### PROBLEM STATEMENT
Which of the lines in the data mention the string "sans"? List them all.

[Saved entries]
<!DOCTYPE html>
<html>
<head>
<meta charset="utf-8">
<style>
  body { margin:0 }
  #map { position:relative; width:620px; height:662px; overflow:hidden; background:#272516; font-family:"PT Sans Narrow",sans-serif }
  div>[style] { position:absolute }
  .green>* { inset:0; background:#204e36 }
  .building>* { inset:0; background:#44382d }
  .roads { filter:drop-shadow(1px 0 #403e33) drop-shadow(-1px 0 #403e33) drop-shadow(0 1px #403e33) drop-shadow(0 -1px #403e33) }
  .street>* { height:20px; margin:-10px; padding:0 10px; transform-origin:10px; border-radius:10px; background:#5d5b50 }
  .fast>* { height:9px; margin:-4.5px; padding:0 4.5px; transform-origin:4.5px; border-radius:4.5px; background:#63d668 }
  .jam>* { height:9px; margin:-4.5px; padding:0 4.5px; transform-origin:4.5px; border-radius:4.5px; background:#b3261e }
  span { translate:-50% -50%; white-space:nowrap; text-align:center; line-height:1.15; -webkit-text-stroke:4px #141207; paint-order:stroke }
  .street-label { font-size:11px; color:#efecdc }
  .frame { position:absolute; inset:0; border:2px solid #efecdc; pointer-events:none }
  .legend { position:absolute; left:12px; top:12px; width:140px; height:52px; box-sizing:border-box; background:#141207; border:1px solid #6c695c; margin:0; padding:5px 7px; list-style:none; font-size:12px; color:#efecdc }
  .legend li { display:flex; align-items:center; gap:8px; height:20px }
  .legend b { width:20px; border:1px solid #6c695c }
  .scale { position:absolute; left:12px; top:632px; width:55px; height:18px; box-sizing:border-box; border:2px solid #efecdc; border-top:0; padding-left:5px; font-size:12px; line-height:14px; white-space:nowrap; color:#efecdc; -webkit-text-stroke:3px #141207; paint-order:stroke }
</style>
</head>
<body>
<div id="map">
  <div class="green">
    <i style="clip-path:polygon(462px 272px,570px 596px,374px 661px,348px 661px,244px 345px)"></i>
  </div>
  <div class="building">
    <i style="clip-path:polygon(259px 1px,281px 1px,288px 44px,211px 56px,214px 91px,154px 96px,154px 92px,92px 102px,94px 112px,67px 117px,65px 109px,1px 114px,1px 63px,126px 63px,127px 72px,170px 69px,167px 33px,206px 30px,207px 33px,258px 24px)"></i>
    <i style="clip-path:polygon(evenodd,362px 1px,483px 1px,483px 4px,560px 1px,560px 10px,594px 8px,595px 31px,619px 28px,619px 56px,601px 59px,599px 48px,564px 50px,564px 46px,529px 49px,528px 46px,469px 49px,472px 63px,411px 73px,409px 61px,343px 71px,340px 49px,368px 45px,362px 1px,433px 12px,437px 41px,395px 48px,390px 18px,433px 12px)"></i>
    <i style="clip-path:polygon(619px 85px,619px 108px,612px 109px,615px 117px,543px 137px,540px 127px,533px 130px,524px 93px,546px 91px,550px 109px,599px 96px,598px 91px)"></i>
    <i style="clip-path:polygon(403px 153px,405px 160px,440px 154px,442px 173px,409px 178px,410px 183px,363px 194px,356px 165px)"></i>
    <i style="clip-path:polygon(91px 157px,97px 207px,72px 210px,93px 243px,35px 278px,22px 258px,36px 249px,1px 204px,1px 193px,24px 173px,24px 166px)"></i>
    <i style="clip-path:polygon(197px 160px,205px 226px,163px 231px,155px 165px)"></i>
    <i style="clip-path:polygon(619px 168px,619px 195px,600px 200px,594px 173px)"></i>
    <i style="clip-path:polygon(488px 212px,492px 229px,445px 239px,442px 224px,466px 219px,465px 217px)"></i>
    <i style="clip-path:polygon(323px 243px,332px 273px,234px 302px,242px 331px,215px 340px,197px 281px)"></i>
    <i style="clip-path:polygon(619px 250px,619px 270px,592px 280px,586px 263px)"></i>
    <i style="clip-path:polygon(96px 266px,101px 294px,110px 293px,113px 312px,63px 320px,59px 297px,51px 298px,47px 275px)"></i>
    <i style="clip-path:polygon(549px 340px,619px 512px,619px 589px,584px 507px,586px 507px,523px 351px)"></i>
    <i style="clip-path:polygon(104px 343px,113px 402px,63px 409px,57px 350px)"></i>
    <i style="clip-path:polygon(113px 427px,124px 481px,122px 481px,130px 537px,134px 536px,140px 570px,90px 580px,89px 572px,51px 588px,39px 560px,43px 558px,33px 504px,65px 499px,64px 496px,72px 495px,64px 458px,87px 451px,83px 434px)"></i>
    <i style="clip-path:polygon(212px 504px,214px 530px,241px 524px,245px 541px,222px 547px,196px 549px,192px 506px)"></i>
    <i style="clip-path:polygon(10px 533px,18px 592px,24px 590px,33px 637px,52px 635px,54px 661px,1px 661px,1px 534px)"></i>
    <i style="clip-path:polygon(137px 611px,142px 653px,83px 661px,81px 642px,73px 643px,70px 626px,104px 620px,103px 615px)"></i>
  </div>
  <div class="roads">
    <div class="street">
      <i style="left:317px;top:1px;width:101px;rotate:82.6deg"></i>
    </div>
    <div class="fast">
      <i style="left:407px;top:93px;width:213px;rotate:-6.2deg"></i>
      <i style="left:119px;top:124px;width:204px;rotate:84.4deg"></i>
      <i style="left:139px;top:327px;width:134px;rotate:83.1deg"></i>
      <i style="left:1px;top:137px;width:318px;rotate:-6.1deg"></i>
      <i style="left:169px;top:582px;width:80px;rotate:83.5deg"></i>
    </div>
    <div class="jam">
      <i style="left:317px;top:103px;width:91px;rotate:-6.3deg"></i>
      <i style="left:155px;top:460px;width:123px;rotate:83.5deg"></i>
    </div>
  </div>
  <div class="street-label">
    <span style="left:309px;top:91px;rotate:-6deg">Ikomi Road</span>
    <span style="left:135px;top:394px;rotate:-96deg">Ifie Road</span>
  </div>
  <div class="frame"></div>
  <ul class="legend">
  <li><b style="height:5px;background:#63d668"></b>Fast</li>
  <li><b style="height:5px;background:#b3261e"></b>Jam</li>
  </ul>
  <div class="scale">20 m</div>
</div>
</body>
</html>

* * *

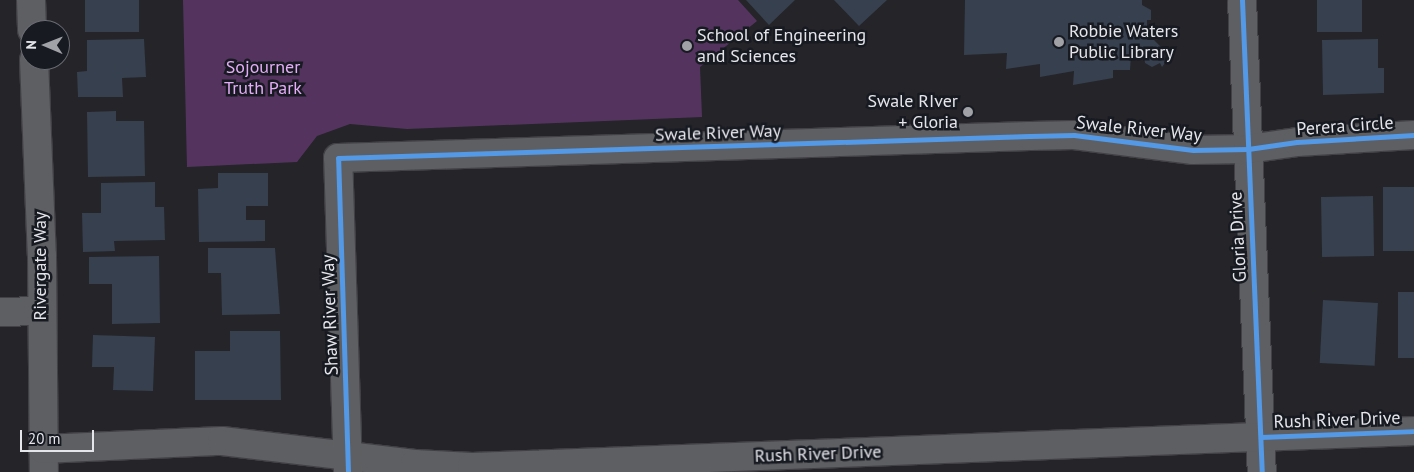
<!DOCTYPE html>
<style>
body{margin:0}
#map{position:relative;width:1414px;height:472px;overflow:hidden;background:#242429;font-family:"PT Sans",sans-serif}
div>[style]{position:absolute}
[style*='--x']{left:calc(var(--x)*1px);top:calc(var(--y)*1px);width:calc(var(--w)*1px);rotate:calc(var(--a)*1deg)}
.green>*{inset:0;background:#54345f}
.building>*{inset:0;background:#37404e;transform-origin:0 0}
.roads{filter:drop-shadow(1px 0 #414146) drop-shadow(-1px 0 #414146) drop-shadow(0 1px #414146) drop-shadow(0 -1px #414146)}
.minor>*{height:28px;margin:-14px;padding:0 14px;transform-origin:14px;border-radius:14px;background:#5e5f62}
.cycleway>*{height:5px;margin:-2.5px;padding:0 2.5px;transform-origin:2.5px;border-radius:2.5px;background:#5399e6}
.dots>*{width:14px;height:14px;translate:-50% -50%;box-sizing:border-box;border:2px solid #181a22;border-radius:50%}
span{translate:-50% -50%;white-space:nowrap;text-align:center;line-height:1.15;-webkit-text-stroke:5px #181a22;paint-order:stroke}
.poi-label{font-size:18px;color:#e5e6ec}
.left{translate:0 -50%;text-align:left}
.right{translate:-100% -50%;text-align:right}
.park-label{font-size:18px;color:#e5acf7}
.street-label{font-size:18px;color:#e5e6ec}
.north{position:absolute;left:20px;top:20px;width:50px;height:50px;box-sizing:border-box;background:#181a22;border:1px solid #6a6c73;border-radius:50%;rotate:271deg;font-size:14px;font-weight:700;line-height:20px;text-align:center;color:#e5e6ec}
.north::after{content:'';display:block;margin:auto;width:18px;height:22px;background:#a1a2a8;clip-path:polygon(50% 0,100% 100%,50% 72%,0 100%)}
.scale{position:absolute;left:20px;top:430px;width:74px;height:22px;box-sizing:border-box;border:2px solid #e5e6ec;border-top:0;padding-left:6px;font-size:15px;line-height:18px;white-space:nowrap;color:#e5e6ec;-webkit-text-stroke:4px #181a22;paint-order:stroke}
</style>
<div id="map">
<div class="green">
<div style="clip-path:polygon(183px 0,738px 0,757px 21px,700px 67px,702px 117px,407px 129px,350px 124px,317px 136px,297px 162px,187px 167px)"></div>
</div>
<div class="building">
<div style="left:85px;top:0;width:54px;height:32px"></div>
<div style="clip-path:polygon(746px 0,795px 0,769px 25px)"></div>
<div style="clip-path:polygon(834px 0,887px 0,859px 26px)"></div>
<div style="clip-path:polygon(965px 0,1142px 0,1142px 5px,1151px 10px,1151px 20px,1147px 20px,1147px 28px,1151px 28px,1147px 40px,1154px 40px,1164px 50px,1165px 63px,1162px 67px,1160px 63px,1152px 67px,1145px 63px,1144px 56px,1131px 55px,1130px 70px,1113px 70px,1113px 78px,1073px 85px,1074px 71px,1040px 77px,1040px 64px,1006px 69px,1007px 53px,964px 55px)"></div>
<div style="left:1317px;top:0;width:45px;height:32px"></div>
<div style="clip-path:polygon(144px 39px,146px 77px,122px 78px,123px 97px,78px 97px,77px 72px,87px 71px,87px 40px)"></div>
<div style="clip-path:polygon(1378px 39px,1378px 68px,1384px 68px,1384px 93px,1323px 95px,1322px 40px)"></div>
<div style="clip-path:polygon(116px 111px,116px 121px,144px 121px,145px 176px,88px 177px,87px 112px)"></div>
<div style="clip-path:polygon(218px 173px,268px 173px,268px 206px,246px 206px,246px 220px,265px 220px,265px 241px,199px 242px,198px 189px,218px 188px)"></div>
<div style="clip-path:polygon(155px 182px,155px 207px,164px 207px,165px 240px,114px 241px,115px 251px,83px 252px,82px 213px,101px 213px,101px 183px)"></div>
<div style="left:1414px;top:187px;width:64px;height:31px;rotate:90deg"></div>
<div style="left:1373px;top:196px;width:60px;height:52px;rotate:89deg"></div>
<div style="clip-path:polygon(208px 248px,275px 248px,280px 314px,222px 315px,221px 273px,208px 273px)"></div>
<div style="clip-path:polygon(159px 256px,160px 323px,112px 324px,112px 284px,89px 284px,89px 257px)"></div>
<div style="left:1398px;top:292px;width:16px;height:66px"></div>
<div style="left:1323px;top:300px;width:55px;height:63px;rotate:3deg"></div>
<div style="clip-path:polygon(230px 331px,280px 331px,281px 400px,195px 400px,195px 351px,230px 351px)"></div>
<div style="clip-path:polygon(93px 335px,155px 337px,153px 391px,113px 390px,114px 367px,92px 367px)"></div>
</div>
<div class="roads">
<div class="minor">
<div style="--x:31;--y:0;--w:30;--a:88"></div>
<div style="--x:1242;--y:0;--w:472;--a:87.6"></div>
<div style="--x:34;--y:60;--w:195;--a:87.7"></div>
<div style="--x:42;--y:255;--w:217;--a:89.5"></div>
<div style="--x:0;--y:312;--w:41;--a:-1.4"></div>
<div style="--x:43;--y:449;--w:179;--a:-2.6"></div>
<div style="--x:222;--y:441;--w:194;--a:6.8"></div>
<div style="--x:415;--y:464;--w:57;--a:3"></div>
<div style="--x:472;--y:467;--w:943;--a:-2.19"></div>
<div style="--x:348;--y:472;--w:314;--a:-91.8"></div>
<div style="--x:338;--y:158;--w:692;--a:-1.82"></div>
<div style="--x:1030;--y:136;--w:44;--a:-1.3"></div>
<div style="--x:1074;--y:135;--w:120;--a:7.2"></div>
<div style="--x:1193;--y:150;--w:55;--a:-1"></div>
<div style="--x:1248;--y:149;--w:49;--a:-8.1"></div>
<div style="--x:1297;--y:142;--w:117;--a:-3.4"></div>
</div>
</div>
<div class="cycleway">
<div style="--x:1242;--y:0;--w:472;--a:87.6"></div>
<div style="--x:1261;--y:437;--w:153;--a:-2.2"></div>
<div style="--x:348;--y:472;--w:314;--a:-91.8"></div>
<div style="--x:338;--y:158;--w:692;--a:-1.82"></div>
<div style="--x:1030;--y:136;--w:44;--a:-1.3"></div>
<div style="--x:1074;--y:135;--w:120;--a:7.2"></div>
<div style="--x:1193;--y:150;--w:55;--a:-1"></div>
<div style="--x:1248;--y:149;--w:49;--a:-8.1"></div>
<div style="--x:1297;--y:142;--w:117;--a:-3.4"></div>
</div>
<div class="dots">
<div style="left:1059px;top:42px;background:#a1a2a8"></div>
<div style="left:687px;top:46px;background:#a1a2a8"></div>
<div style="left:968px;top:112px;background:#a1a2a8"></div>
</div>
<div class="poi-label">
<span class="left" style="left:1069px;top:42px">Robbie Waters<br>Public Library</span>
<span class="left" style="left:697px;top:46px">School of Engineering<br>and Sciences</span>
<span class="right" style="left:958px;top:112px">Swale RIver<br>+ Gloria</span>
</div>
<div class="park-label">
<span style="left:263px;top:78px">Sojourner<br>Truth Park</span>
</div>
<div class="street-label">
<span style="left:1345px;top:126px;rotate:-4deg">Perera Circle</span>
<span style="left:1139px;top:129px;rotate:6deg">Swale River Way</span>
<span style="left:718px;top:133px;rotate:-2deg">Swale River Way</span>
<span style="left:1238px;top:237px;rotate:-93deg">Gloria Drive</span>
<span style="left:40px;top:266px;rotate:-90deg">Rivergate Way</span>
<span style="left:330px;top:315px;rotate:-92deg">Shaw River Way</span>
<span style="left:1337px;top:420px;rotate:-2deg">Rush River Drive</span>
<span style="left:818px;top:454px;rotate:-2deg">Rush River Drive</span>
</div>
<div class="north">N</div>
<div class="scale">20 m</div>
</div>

### RESULT BELOW
  #map { position:relative; width:620px; height:662px; overflow:hidden; background:#272516; font-family:"PT Sans Narrow",sans-serif }
#map{position:relative;width:1414px;height:472px;overflow:hidden;background:#242429;font-family:"PT Sans",sans-serif}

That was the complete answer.